The number alone is absurd. The stock Alltrack made 170 hp from a 1.8-liter turbo four. This is a 367-horsepower increase in a car that was designed to handle gravel roads and Costco runs.
HPA didn’t pull this engine from any VR6 that Americans ever knew. The DDKA is a Chinese-market unit, smaller and lighter than the 3.2- and 3.6-liter versions that powered the R32 and Atlas. It’s also the only VR6 that left any Volkswagen factory with a turbocharger bolted on.
HPA packages it as the VR550T crate engine, rated at 550 hp and 550 lb-ft, though the Alltrack’s dyno sheets came back at 537 hp and 516 lb-ft. Close enough when you’re tripling the output of a grocery wagon.
This wasn’t a clean bolt-in job. The Alltrack shares VW’s MQB platform with the Mk7.5 Golf R, which is the car HPA already built 50 VR6-swapped examples of in a limited run. Same bones, different problems.

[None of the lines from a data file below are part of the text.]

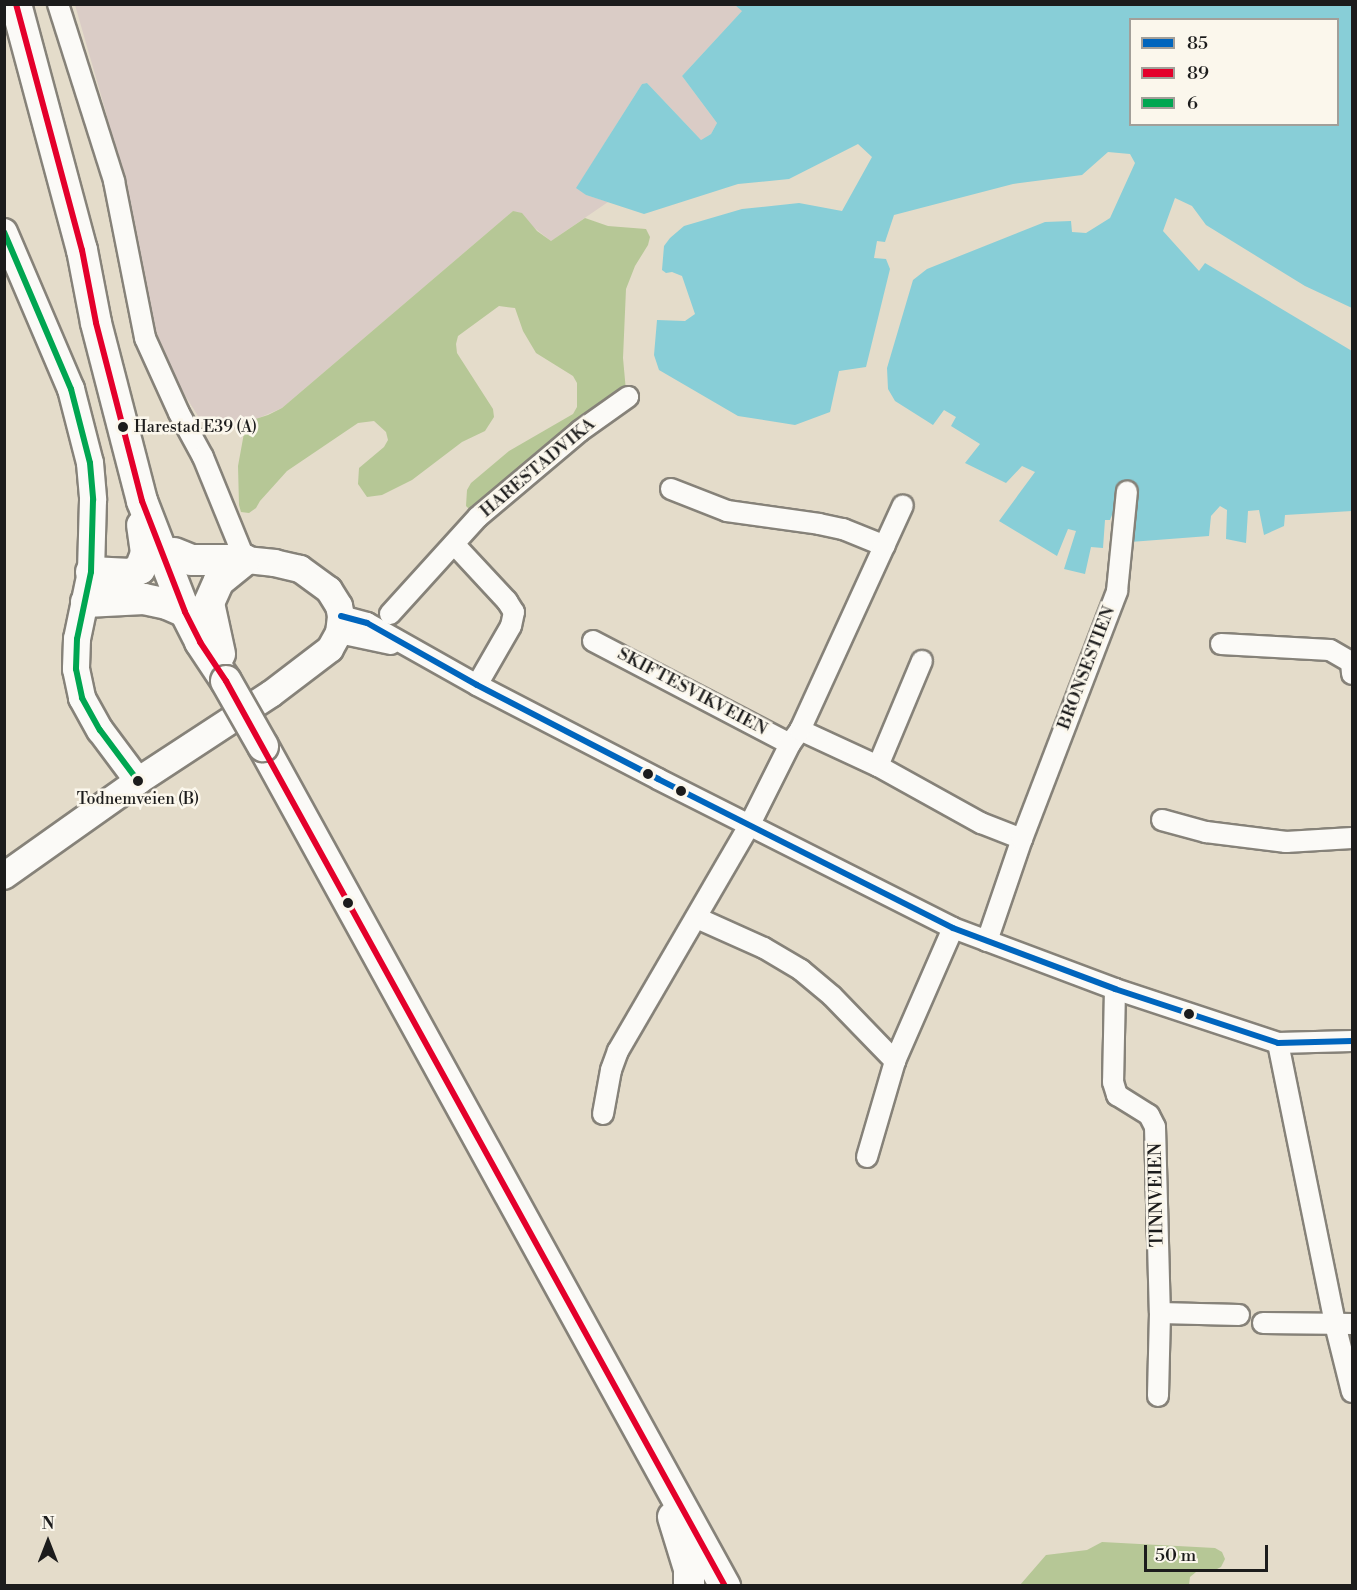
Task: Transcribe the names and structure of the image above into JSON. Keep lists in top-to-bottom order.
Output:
{
  "streets": {
    "street": [
      "HARESTADVIKA",
      "BRONSESTIEN",
      "SKIFTESVIKVEIEN",
      "TINNVEIEN"
    ]
  },
  "crossings": [
    ["BRONSESTIEN", "SKIFTESVIKVEIEN"]
  ],
  "places": ["Harestad E39 (A)", "Todnemveien (B)"],
  "lines": ["transit line 89", "transit line 6", "transit line 85"],
  "legend": ["85", "89", "6"],
  "scale_bar": "50 m",
  "north": "top"
}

The Alltrack’s six-speed DQ250 dual-clutch transmission tapped out around 500 lb-ft of torque, so HPA swapped in the seven-speed DQ381 from the Golf R. That fix created its own headache: the new transmission expected an electronic parking brake, but the Alltrack still uses a mechanical one. Hunting down and clearing that phantom trouble code is the kind of tedious detective work that separates real builders from parts-bolters.

The VR6 engine itself deserves a moment. Volkswagen’s narrow-angle V6 was an engineering curiosity from the start, with a 15-degree cylinder bank angle so tight that both banks share a single cylinder head. It let VW stuff six cylinders into engine bays designed for fours, and it powered some of the most beloved hot hatches of the late ’90s and early 2000s.
The R32 was a cult car. The Atlas was a funeral. Finding the VR6 a second life through a Chinese-market turbo variant that most enthusiasts have never heard of is the kind of deep-cut sourcing that makes HPA’s work genuinely interesting.
The Alltrack still rides on stock suspension, which sits 0.6 inches higher than the Golf SportWagen it was based on. That’s a setup tuned for ground clearance, not cornering loads generated by 537 horsepower through all four wheels. HPA’s Marcel Horn has acknowledged that upgraded brakes and revised suspension are on the list, along with the exhaust bypass valve that comes standard on the shop’s other VR550T builds.
None of that diminishes what’s already rolling. This is a customer car, not a show queen. Someone is driving a raised VW wagon with more power than a Porsche 911 Turbo S made fifteen years ago, and nobody in the next lane has the slightest idea.
The Alltrack was discontinued in 2019 after modest sales. Volkswagen couldn’t convince enough Americans to buy a lifted wagon when crossovers were cheaper and more plentiful. But the car was always better than its sales numbers.
It was practical, handsome in a quiet way, and built on a platform good enough to underpin a hot hatch. HPA just proved the platform’s ceiling was a lot higher than Wolfsburg ever intended to explore.